▶ _Given records_:
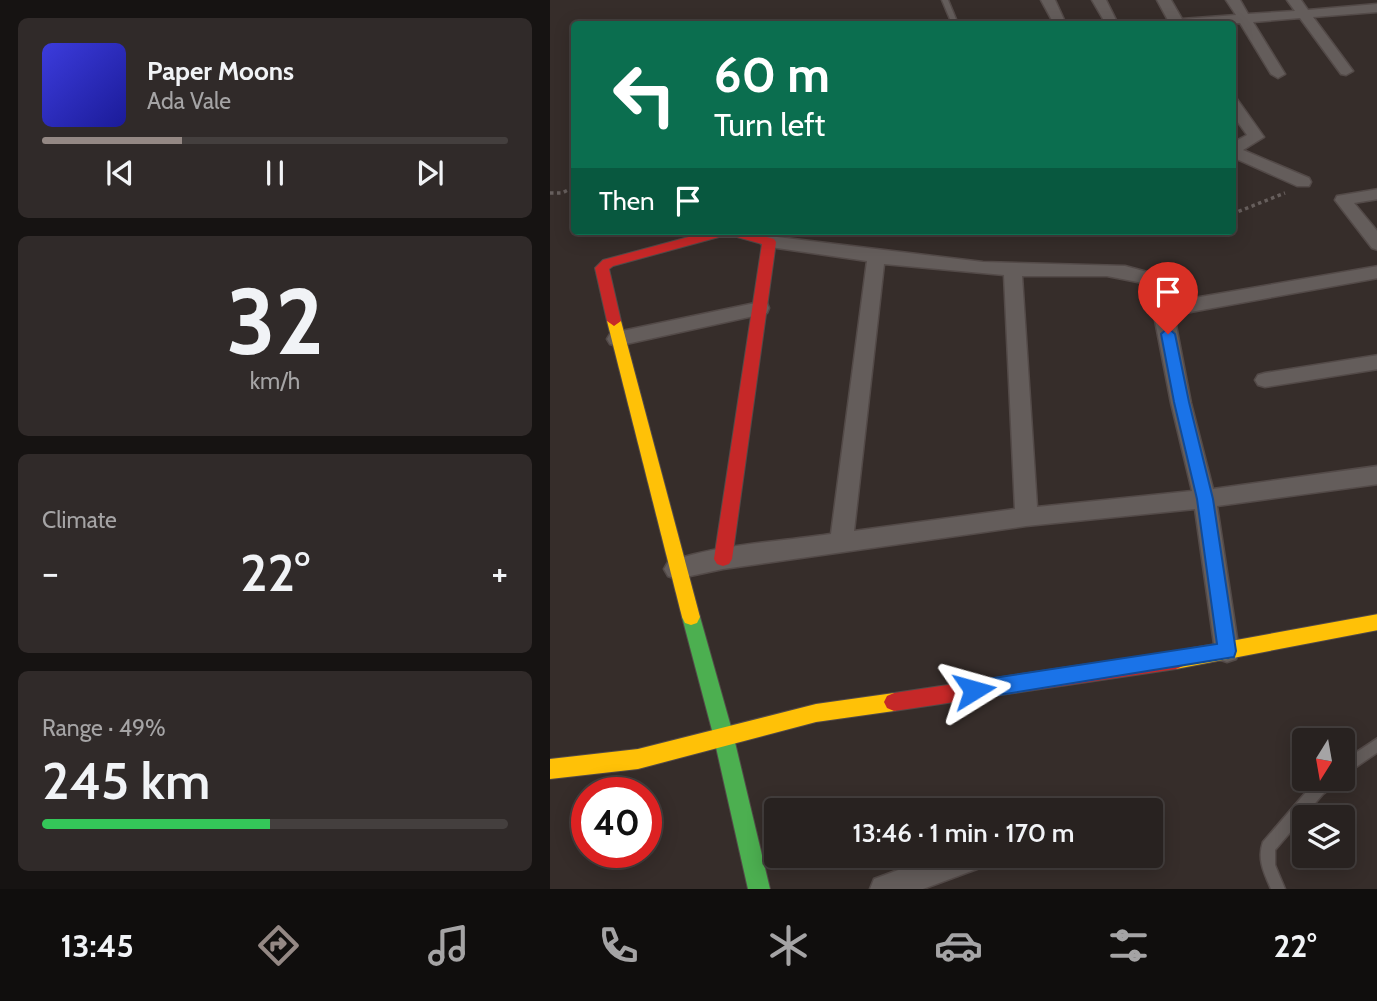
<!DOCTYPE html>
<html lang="en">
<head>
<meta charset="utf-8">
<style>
	body { margin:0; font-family:Cabin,sans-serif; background:#302a29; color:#f1f3f6; height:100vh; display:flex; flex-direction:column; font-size:26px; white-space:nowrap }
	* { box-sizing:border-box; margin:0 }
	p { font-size:23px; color:#a5a4a5 }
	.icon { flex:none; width:38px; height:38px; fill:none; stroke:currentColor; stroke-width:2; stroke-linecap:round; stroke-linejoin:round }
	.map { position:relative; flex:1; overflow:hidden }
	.side { display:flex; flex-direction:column; gap:18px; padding:18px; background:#161312; width:550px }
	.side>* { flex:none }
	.guide { position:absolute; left:21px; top:21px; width:665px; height:214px; border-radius:7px; box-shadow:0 4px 18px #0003,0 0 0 2px #443f3e; background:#0b6e4f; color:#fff; overflow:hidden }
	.needle { width:46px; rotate:191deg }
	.controls { position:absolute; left:742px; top:728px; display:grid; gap:14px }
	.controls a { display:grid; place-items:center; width:63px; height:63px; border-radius:7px; background:#282220; box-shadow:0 4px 18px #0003,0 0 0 2px #443f3e; font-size:35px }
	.speed { position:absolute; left:21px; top:777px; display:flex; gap:14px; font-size:35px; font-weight:700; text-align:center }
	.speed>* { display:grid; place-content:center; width:91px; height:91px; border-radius:50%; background:#282220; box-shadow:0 4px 18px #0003,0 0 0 2px #443f3e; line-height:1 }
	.speed .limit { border:10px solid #d22; background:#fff; color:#111 }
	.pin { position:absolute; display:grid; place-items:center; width:60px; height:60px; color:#fff; margin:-72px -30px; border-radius:50% 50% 50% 0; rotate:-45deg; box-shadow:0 0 7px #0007 }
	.pin .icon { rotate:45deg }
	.me { position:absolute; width:77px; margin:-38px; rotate:82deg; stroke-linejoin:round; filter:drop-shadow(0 0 5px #0008) }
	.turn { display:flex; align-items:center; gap:24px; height:147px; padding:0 28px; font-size:32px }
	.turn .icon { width:91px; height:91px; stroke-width:2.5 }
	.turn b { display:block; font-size:49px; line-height:60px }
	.then { display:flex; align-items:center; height:66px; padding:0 28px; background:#0003; gap:14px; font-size:26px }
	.big { font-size:52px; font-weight:600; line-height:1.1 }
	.side .widget { flex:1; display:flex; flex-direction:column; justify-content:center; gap:10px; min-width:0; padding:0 24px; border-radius:10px; background:#302a29 }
	.side .dial { align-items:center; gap:0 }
	.dial b { font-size:91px; line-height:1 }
	.song { display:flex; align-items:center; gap:21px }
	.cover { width:84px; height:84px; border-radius:10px; background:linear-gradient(135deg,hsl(240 70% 55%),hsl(240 70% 35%)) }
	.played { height:7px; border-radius:4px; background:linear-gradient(90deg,#948884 30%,#443f3e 30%) }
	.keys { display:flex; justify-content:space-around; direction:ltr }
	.heat { display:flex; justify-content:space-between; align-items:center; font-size:38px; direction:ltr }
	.charge { height:10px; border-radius:5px; background:linear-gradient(90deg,#34c759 49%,#443f3e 0) }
	.trip { position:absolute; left:214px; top:798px; width:399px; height:70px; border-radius:7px; background:#282220; box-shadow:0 4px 18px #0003,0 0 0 2px #443f3e; font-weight:600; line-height:70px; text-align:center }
	.menu { display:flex; height:112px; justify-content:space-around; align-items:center; background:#100e0d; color:#a5a4a5 }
	.menu .icon { width:49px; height:49px }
	.menu .current { color:#948884 }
	.menu b { font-size:32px; color:#f1f3f6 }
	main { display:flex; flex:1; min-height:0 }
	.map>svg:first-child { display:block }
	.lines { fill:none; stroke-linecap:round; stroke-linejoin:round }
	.lane-casing { stroke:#534a48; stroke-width:3 }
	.street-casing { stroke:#534a48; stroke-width:3 }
	.fast-casing { stroke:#534a48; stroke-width:2 }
	.slow-casing { stroke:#534a48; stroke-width:2 }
	.jam-casing { stroke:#534a48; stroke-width:2 }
	.path { stroke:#675f5d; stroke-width:3.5; stroke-dasharray:3.5 3.5; stroke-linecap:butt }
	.lane { fill:#645d5b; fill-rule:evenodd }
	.street { fill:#645d5b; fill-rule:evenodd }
	.fast { fill:#4caf50; fill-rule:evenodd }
	.slow { fill:#ffc107; fill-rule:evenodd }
	.jam { fill:#c62828; fill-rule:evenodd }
	.route { fill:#1a73e8; stroke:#114b97; stroke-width:2 }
</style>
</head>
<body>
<main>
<section class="side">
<div class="widget">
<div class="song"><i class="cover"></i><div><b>Paper Moons</b><p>Ada Vale</p></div></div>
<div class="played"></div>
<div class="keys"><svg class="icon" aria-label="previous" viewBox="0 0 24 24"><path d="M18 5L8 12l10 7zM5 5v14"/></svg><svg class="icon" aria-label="pause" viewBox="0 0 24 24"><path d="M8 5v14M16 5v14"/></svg><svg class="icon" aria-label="next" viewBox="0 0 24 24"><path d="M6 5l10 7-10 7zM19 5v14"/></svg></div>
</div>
<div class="widget dial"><b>32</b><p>km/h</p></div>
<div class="widget"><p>Climate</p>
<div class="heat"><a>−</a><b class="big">22°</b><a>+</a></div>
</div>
<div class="widget"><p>Range · 49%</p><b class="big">245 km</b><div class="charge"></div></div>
</section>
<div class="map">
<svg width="828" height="889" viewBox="0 0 828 889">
	<rect width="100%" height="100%" fill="#362d2a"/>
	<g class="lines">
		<g class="lane-casing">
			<g id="lane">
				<polygon points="392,0 398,0 408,24 402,24"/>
				<polygon points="828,738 828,752 793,776 793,761"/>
				<path d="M 770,779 L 788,779 L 786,784 L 773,794 L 725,850 L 725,865 L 735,889 L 721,889 C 714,873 707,859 713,842 L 763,784 Z"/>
			</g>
		</g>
		<g class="street-casing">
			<g id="street">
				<polygon points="491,0 505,0 516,24 504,24"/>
				<polygon points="542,0 556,0 568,24 556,24"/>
				<polygon points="607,0 621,0 632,19 686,15 676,0 690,0 698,14 745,11 737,0 751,0 758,10 828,4 828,12 763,17 803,71 796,75 791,74 750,18 703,22 735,74 728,78 721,74 690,23 620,24"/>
				<polygon points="682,98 687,99 714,137 693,150 759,178 761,182 759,186 747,186 682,157 682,143 697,135 682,114"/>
				<polygon points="828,189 828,199 804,203 828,232 828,250 822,248 785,200 787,196"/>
				<path d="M 219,236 L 433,262 L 575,266 L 612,276 L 621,302 L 828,266 L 828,278 L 624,315 L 641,403 L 663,489 L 828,466 L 828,484 L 667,506 L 689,651 L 686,659 L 677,662 L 668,659 L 665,651 L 645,509 L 476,526 L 173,569 L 126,579 L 118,576 L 114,569 L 118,562 C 169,544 227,542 281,534 L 317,261 L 213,246 L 210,242 ZM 334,264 L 454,275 L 465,509 L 304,531 ZM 472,276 L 557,276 L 598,284 L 621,403 L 642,491 L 487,507 Z"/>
				<polygon points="210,302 217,303 219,308 217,313 67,346 60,344 57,339 60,334 67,332"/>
				<polygon points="828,355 828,369 715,387 708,385 705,380 708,375 715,373"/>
				<polygon points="386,856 439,856 435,866 373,889 320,889 324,879"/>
			</g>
		</g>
		<g class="fast-casing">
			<polygon id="fast" points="141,609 147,611 150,617 183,734 220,889 198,889 163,734 132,617 135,611"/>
		</g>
		<g class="slow-casing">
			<g id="slow">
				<polygon points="64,316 71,321 150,617 147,623 141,625 135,623 132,617 57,321"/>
				<polygon points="828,614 828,630 626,669 619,666 617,660 619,654 626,651"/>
				<polygon points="344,693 351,696 354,702 351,708 344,711 266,722 88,769 0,779 0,759 88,749 266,704"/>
			</g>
		</g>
		<g class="jam-casing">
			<g id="jam">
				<polygon points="161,231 195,231 224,239 226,242 182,559 179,564 173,566 167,564 164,559 212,244 187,237 169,237 63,266 59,269 71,321 64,326 57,321 45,268 53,260"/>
				<polygon points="626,651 633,654 635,660 633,666 626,669 344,711 337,708 334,702 337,696 344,693"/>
			</g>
		</g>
		<g class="path">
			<polyline points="0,193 12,193 24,187"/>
			<polyline points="682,214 735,193"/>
		</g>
		<use href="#lane" class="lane"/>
		<use href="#street" class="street"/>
		<use href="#fast" class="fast"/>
		<use href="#slow" class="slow"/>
		<use href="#jam" class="jam"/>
	</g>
	<polygon class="route" points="618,328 625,334 639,402 663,499 686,651 684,657 424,699 417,696 414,690 417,684 424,681 667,644 647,499 624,402 611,334"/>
</svg>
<div class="controls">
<a><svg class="needle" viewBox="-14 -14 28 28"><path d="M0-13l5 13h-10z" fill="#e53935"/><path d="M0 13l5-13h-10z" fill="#a5a4a5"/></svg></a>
<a><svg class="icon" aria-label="layers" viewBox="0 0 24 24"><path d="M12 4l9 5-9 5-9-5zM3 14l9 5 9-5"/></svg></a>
</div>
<div class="speed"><div class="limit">40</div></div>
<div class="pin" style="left:618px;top:334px;background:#d93025"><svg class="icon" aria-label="arrive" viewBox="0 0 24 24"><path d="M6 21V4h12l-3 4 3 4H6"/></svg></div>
<svg class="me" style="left:424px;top:690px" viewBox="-20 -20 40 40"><path d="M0-17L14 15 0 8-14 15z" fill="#1a73e8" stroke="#fff" stroke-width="4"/></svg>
<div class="trip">13:46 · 1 min · 170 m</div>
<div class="guide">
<div class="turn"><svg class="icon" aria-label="left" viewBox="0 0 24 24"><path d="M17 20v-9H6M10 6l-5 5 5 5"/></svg><div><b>60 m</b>Turn left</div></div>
<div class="then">Then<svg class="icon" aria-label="arrive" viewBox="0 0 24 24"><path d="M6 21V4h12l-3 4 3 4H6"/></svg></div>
</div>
</div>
</main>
<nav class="menu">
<b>13:45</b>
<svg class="icon current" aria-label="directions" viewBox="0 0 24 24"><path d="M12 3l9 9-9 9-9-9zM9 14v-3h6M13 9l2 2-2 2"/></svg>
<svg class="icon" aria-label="music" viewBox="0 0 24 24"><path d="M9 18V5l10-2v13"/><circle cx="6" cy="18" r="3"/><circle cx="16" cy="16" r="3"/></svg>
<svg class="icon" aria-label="phone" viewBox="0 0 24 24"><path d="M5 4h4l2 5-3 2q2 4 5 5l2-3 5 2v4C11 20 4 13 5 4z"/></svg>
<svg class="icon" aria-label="climate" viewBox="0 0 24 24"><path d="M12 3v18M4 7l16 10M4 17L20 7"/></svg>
<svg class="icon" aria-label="car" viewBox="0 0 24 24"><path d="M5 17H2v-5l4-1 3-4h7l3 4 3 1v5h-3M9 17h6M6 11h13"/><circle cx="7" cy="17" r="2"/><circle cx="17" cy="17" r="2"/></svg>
<svg class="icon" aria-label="filters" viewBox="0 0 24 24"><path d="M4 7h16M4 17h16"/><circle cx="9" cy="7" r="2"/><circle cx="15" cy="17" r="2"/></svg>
<b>22°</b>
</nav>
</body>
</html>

▶ _Exercise aim_:
Copy the lines above exactly. Start with the line containing "display:block; font-size:49px; line-height:60px", end with the line containing "display:flex; justify-content:space-between; align-items:center;", and include both.

▶ _Solution to this task_:
	.turn b { display:block; font-size:49px; line-height:60px }
	.then { display:flex; align-items:center; height:66px; padding:0 28px; background:#0003; gap:14px; font-size:26px }
	.big { font-size:52px; font-weight:600; line-height:1.1 }
	.side .widget { flex:1; display:flex; flex-direction:column; justify-content:center; gap:10px; min-width:0; padding:0 24px; border-radius:10px; background:#302a29 }
	.side .dial { align-items:center; gap:0 }
	.dial b { font-size:91px; line-height:1 }
	.song { display:flex; align-items:center; gap:21px }
	.cover { width:84px; height:84px; border-radius:10px; background:linear-gradient(135deg,hsl(240 70% 55%),hsl(240 70% 35%)) }
	.played { height:7px; border-radius:4px; background:linear-gradient(90deg,#948884 30%,#443f3e 30%) }
	.keys { display:flex; justify-content:space-around; direction:ltr }
	.heat { display:flex; justify-content:space-between; align-items:center; font-size:38px; direction:ltr }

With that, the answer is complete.